What is aggregation and disaggregation of data?
Aggregation of data: Aggregation of data refers to the process of viewing numeric values or the measures at a higher and more summarized level of data. When you place a measure on a shelf, Tableau will automatically aggregate your data. You can determine whether the aggregation has been applied to a field or not, by simply looking at the function. This is because the function always appears in front of the field’s name when it is placed on a shelf.
Example: Sales field will become SUM(Sales) after aggregation.
You can aggregate measures using Tableau only for relational data sources. Multidimensional data sources contain aggregated data only. In Tableau, multidimensional data sources are supported only in Windows.
Disaggregation of data: Disaggregation of data allows you to view every row of the data source which can be useful while analyzing measures.
Example: Consider a scenario where you are analyzing results from a product satisfaction survey. Here the Age of participants is along one axis. Now, you can aggregate the Age field to determine the average age of participants, or you can disaggregate the data to determine the age at which the participants were most satisfied with their product.
Explain what is K-mean Algorithm?
K mean is a famous partitioning method. Objects are classified as belonging to one of K groups, k chosen a priori.
In K-mean algorithm,
- The clusters are spherical: the data points in a cluster are centered around that cluster
- The variance/spread of the clusters is similar: Each data point belongs to the closest cluster
What are the problems that a Data Analyst can encounter while performing data analysis?
A critical data analyst interview question you need to be aware of. A Data Analyst can confront the following issues while performing data analysis:
- Presence of duplicate entries and spelling mistakes. These errors can hamper data quality.

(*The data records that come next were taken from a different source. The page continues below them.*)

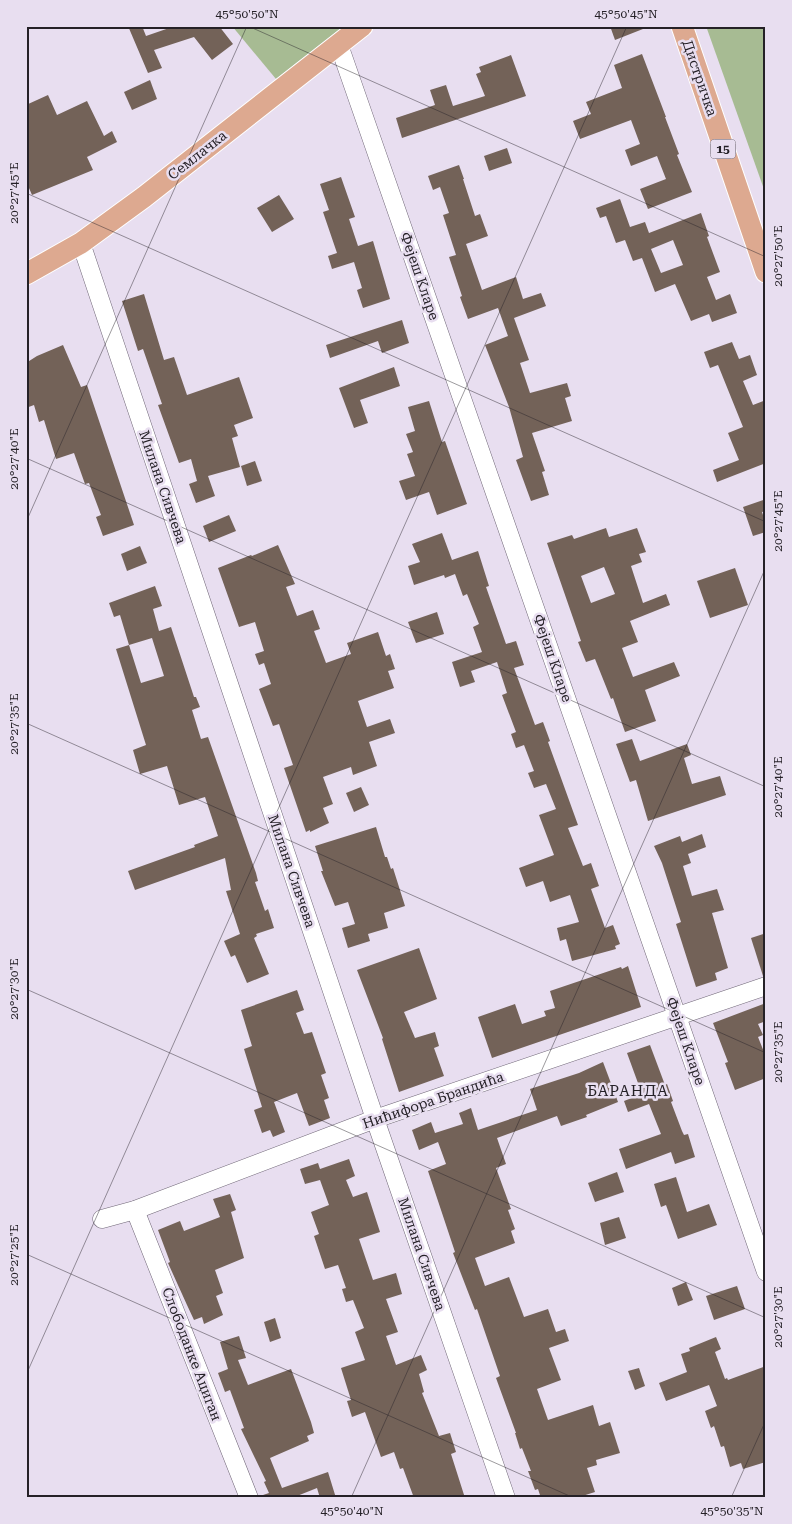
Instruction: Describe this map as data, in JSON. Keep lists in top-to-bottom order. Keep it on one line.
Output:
{"streets":{"main road":["Дистричка","15","Семлачка"],"street":["Фејеш Кларе","Милана Сивчева","Нићифора Брандића","Слободанке Ациган"]},"crossings":[["Семлачка","Фејеш Кларе"],["Семлачка","Милана Сивчева"],["Фејеш Кларе","Нићифора Брандића"],["Милана Сивчева","Нићифора Брандића"],["Нићифора Брандића","Слободанке Ациган"]],"districts":["БАРАНДА"],"coordinates":["45°50'50\"N","45°50'45\"N","20°27'45\"E","20°27'50\"E","20°27'40\"E","20°27'35\"E","20°27'30\"E","20°27'25\"E","45°50'40\"N","45°50'35\"N"]}
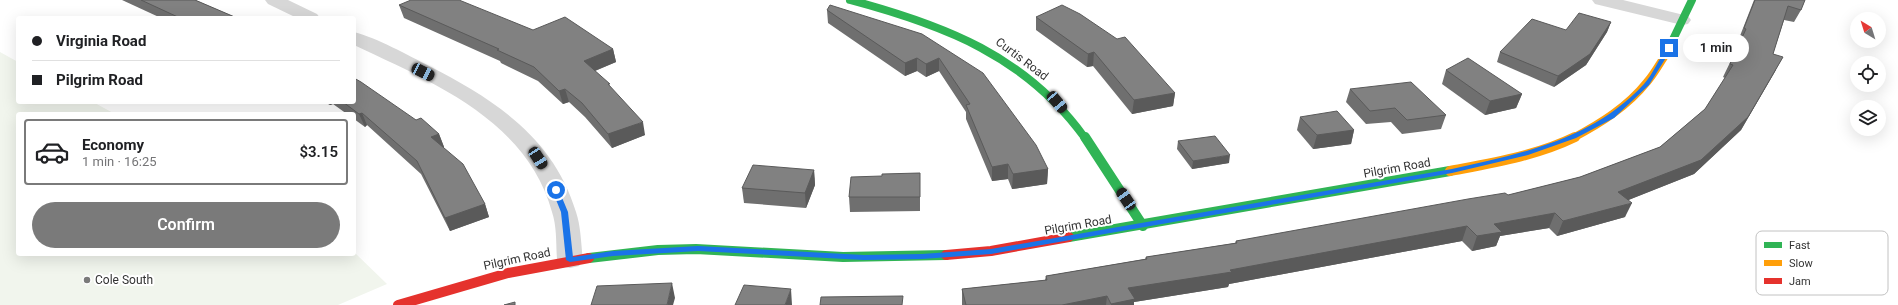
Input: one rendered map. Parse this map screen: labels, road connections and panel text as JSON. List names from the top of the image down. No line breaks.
{"streets":{"street":["Curtis Road","Pilgrim Road"]},"crossings":[["Curtis Road","Pilgrim Road"]],"places":["Cole South"],"legend":["Fast","Slow","Jam"],"north":"top left","page":{"banner":["Virginia Road","Pilgrim Road"],"bubble":"1 min","list":[{"name":"Economy","note":"1 min · 16:25","value":"$3.15"}],"buttons":"Confirm"}}
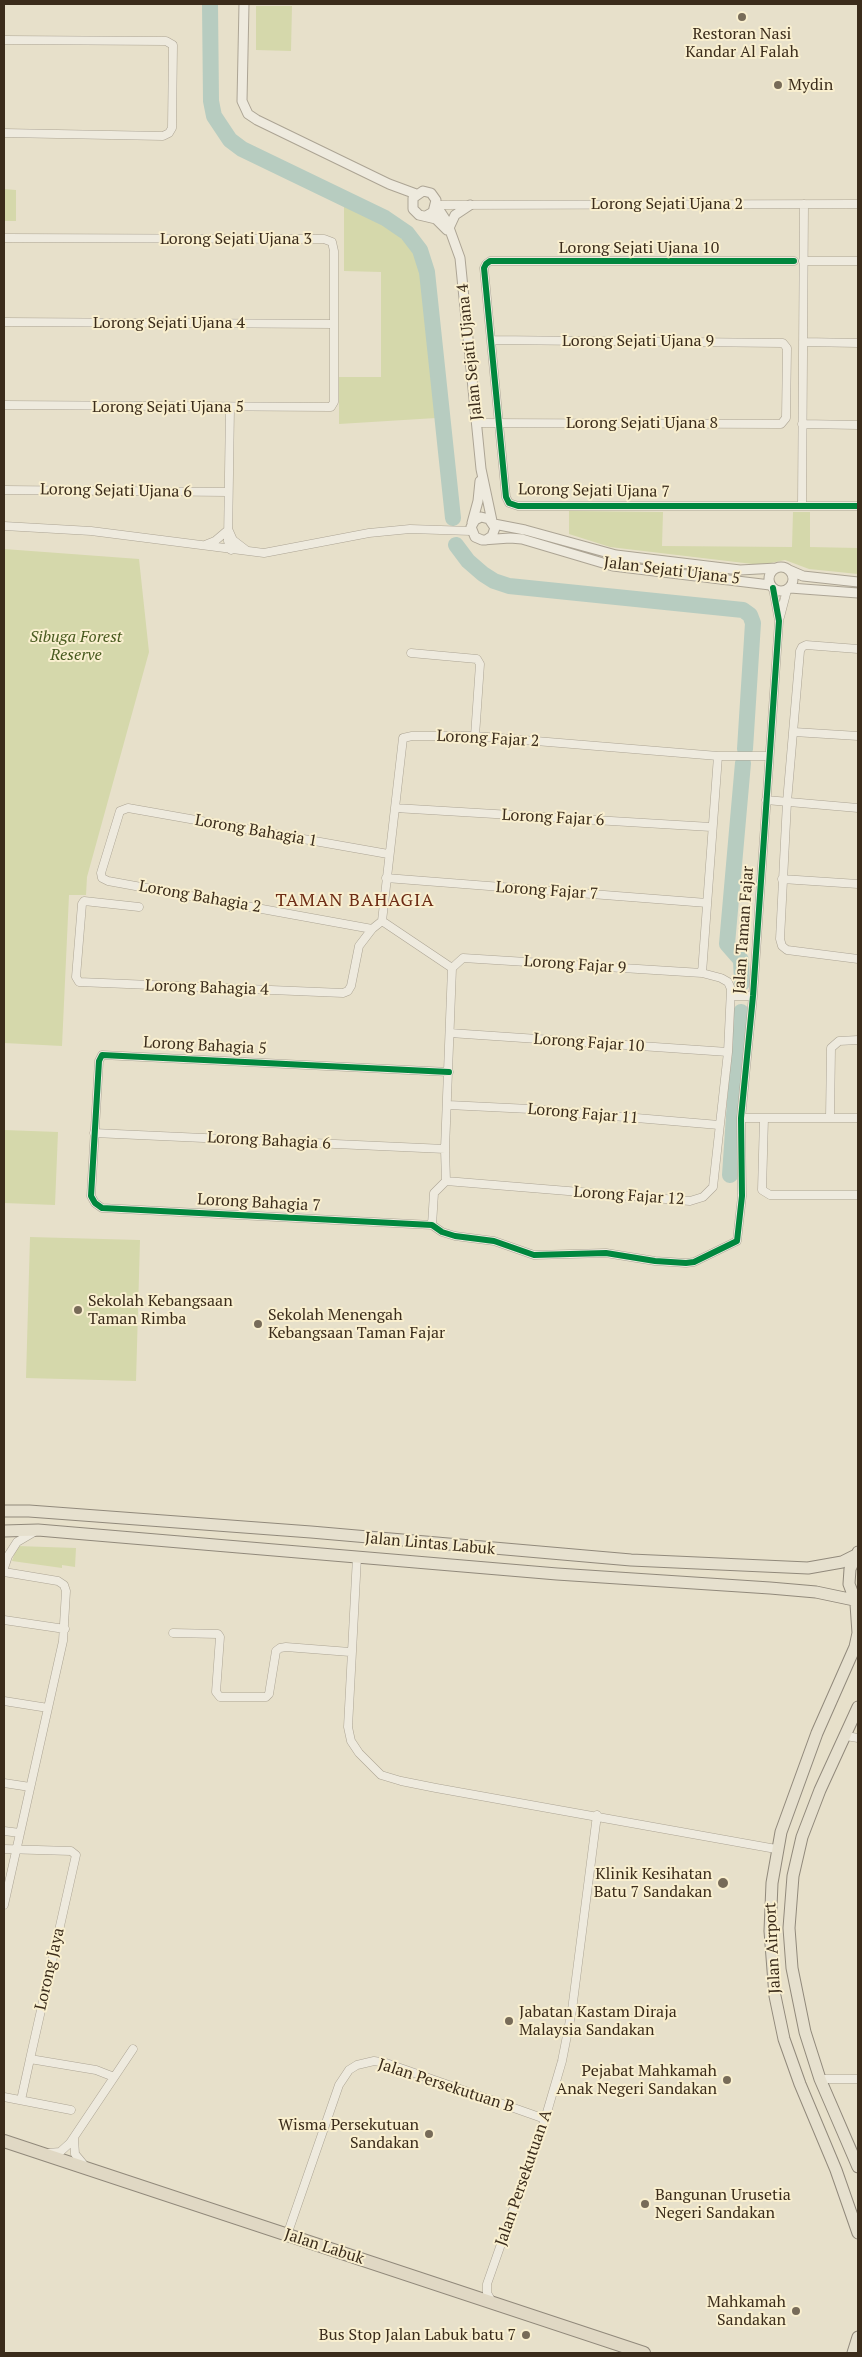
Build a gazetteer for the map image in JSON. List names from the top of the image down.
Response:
{
  "streets": {
    "highway": ["Jalan Labuk"],
    "main road": ["Jalan Lintas Labuk", "Jalan Airport"],
    "street": [
      "Lorong Sejati Ujana 2",
      "Lorong Sejati Ujana 3",
      "Lorong Sejati Ujana 10",
      "Lorong Sejati Ujana 4",
      "Lorong Sejati Ujana 9",
      "Jalan Sejati Ujana 4",
      "Lorong Sejati Ujana 5",
      "Lorong Sejati Ujana 8",
      "Lorong Sejati Ujana 6",
      "Lorong Sejati Ujana 7",
      "Jalan Sejati Ujana 5",
      "Lorong Fajar 2",
      "Lorong Fajar 6",
      "Lorong Bahagia 1",
      "Lorong Fajar 7",
      "Lorong Bahagia 2",
      "Jalan Taman Fajar",
      "Lorong Fajar 9",
      "Lorong Bahagia 4",
      "Lorong Fajar 10",
      "Lorong Bahagia 5",
      "Lorong Fajar 11",
      "Lorong Bahagia 6",
      "Lorong Fajar 12",
      "Lorong Bahagia 7",
      "Lorong Jaya",
      "Jalan Persekutuan B",
      "Jalan Persekutuan A"
    ]
  },
  "crossings": [
    ["Lorong Sejati Ujana 2", "Jalan Sejati Ujana 4"],
    ["Lorong Sejati Ujana 3", "Lorong Sejati Ujana 4"],
    ["Lorong Sejati Ujana 3", "Lorong Sejati Ujana 5"],
    ["Lorong Sejati Ujana 10", "Lorong Sejati Ujana 7"],
    ["Lorong Sejati Ujana 9", "Lorong Sejati Ujana 8"],
    ["Lorong Sejati Ujana 9", "Lorong Sejati Ujana 7"],
    ["Jalan Sejati Ujana 4", "Lorong Sejati Ujana 8"],
    ["Jalan Sejati Ujana 4", "Jalan Sejati Ujana 5"],
    ["Lorong Sejati Ujana 8", "Lorong Sejati Ujana 7"],
    ["Lorong Fajar 2", "Lorong Fajar 6"],
    ["Lorong Fajar 2", "Lorong Bahagia 1"],
    ["Lorong Fajar 2", "Lorong Fajar 7"],
    ["Lorong Fajar 2", "Jalan Taman Fajar"],
    ["Lorong Bahagia 1", "Lorong Bahagia 2"],
    ["Lorong Bahagia 2", "Lorong Bahagia 4"],
    ["Jalan Taman Fajar", "Lorong Bahagia 7"],
    ["Lorong Fajar 10", "Lorong Fajar 12"],
    ["Lorong Bahagia 5", "Lorong Bahagia 6"],
    ["Lorong Bahagia 5", "Lorong Bahagia 7"],
    ["Lorong Fajar 11", "Lorong Fajar 12"],
    ["Jalan Lintas Labuk", "Jalan Airport"],
    ["Jalan Persekutuan B", "Jalan Persekutuan A"],
    ["Jalan Persekutuan B", "Jalan Labuk"],
    ["Jalan Persekutuan A", "Jalan Labuk"]
  ],
  "districts": ["TAMAN BAHAGIA"],
  "parks": ["Sibuga Forest Reserve"],
  "places": [
    "Restoran Nasi Kandar Al Falah",
    "Mydin",
    "Sekolah Kebangsaan Taman Rimba",
    "Sekolah Menengah Kebangsaan Taman Fajar",
    "Klinik Kesihatan Batu 7 Sandakan",
    "Jabatan Kastam Diraja Malaysia Sandakan",
    "Pejabat Mahkamah Anak Negeri Sandakan",
    "Wisma Persekutuan Sandakan",
    "Bangunan Urusetia Negeri Sandakan",
    "Mahkamah Sandakan",
    "Bus Stop Jalan Labuk batu 7"
  ]
}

- Poor quality data acquired from unreliable sources. In such a case, a Data Analyst will have to spend a significant amount of time in cleansing the data.
- Data extracted from multiple sources may vary in representation. Once the collected data is combined after being cleansed and organized, the variations in data representation may cause a delay in the analysis process.
- Incomplete data is another major challenge in the data analysis process. It would inevitably lead to erroneous or faulty results.
Why Do You Want to Be a Data Analyst?
If you already have experience as a data analyst, this can be easier to answer: explain why you love working as a data analyst and why you want to continue. As a new data analyst, this question can catch you off-guard, but be prepared with an honest answer as to why you want to work in this industry. For example, you can say that you enjoy working with data, and it has always fascinated you.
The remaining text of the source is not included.